I remember with fondness how Ratna Shumsher Thapa, the poet-lyricist, had given me access to his private notebooks, explaining me animatedly the scene of the birth of each poem there. When I had told how much it had meant for me to see him in person, I remember how he had broken into that warm, toothless smile.
And then there was Uttam Nepali, poised, grey-haired, who hesitated to respond to my smile when I first saw him at an art exhibition. The same idiosyncratic painter would invite me for a lunch in his house and take me on a tour of his most prized paintings. As I said earlier, I was dream-walking through the roads that took me to Ramesh Bikal, Govinda Bahadur Malla Gothale, Krishna Chandra Singh Pradhan, Shashi Kala Tiwari, Durga Lal Shrestha, Kali Prasad Rijal, to name a few.
For someone who grew up devouring Garima and Madhuparka, to see these writers, poets and artists in person entailed luck one refuses to believe in. When I met Dhruba Chandra Gautam in his house on an inclined end of Maharajgunj in Kathmandu, I couldn’t tell in enough words how much I had loved his works. And when he asked me to name one, all I could think of was an erotic short story “Hellus,” at which he burst into a fit of laughter. Coming to think of it, I can’t believe I said that, but such enigmatic was the time when it all happened.
•••
So when I suddenly decided to quit my job there, five years ago, people warned me. Luck, like monsoon, had a season, and if you let go, it will leave you barren and desolate. A few, who resented the imprecision of the metaphor, warned me I was not even an undergrad and only as much educated to remain unemployed.
While the work took me to fairylands, the management of the newspaper agitated me. Yes, we lived on ideals and ate words like truth, impartiality, responsibility at regular doses. I would’ve perhaps survived my stay there if we weren’t on this staple. But the irony of the management’s falsehood, partial treatment and irresponsible responses questioned my rationality everyday. So when it failed my rationality to a dead end, I decided to quit.
•••
I hadn’t really realized that luck had abandoned me until, two months after quitting my job I woke up to an empty toothpaste tube. I tried to squish the meager paste to no avail. After realizing the vain effort, I put the toothbrush on a table and squished the neck of the tube with both my thumbs. A meager lump, the size of a peanut, came through. The next day, I cut the tube into two halves and swept the inside with my toothbrush. The third day, I simply mourned the death of luck.
My small savings had finished up and here I was, broke, jobless with an empty toothpaste tube cut in two!
The acrid aftertaste of my morning milk tea coagulated on my tongue. The palate of my tongue thickened with curry and breads. Everything I seemed to love until yesterday left an unhappy aftertaste.
For some reason, since then, every time I had to imagine poverty, I imagined it as the acrid aftertaste of milk tea.
The next morning I still woke up to the halved toothpaste tube. I had decided to use the bark of some tree outside to brush my teeth like my grandfather did, or maybe even salt, like Kismis, the toilet cleaner in our school, did. And why not! Kismis, against her pitch dark complexion, had the most remarkably white teeth I had ever seen.
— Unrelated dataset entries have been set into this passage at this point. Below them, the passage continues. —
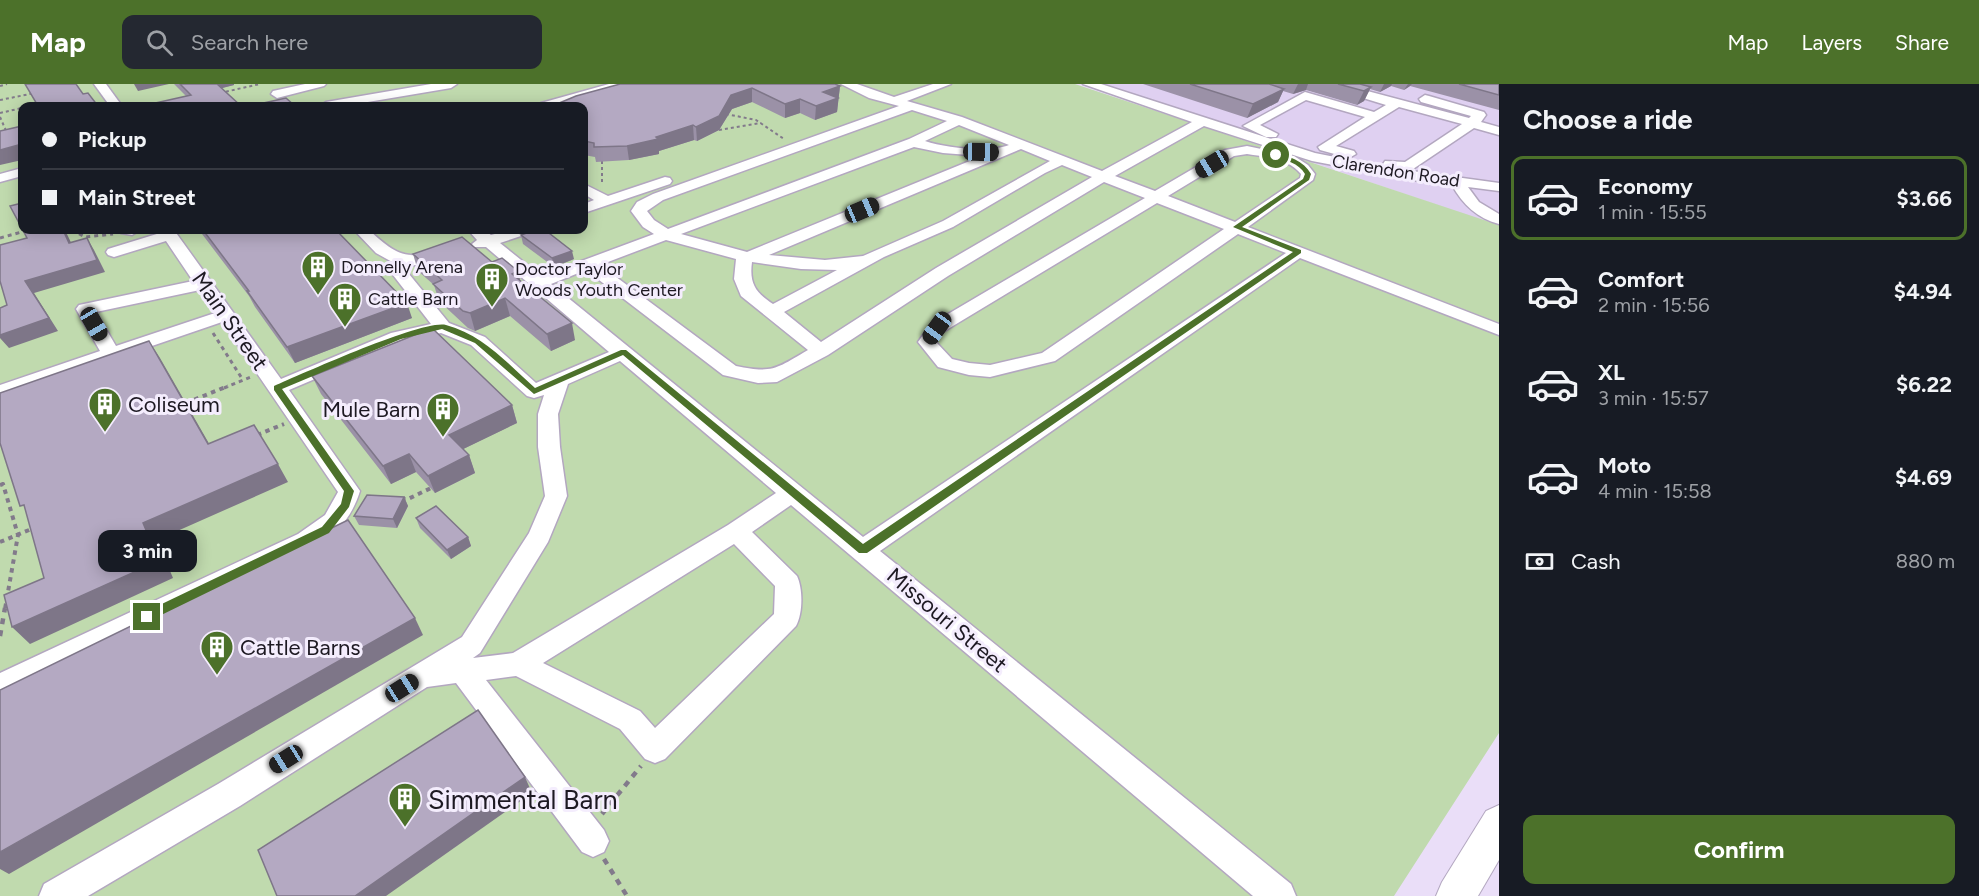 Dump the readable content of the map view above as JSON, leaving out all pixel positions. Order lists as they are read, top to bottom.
{
  "streets": {
    "street": ["Clarendon Road", "Main Street", "Missouri Street"]
  },
  "places": {
    "building": [
      "Donnelly Arena",
      "Doctor Taylor Woods Youth Center",
      "Cattle Barn",
      "Coliseum",
      "Mule Barn",
      "Cattle Barns",
      "Simmental Barn"
    ]
  },
  "page": {
    "header": "Map",
    "search": "Search here",
    "nav": ["Map", "Layers", "Share"],
    "heading": "Choose a ride",
    "banner": ["Pickup", "Main Street"],
    "list": [
      {
        "name": "Economy",
        "note": "1 min · 15:55",
        "value": "$3.66"
      },
      {
        "name": "Comfort",
        "note": "2 min · 15:56",
        "value": "$4.94"
      },
      {
        "name": "XL",
        "note": "3 min · 15:57",
        "value": "$6.22"
      },
      {
        "name": "Moto",
        "note": "4 min · 15:58",
        "value": "$4.69"
      }
    ],
    "pay": ["Cash", "880 m"],
    "bubble": "3 min",
    "buttons": "Confirm"
  }
}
It was between these thoughts I opened my door to see a giant plastic bag outside my room. “For Mudita,” a pale sticky note read. Mudita is my name of initiation. Osho Commune, where I had been living for the last three years, knew me by that name. The note, among many other things, said “I am leaving for Germany today, and my luggage is full. So I thought I might as well leave them for you.”
A German sanyasin, who had lived with us for a month, had apparently left that day. The bag had a Biotique sunscreen and a face pack, a Body Shop moisturizer, a Himalaya Herbal Shampoo and a large, plump, unused tube of Sensodine toothpaste.
And that was when miracle started happening in my life.
Until that day, when my savings sufficed for my simple living, existence never really interfered in my life. But when my sources were depleted and left me helpless, the unknown source started taking care of me. A person would miraculously appear and pay my rent in the commune and refuse to be paid back. Someone would volunteer to pay for my tickets for India trip. Or the strangest of them all, when I would choose to stay inside the train because I couldn’t afford to eat anything outside, the ticket controller would come and give me a dozen ripe, aromatic bananas!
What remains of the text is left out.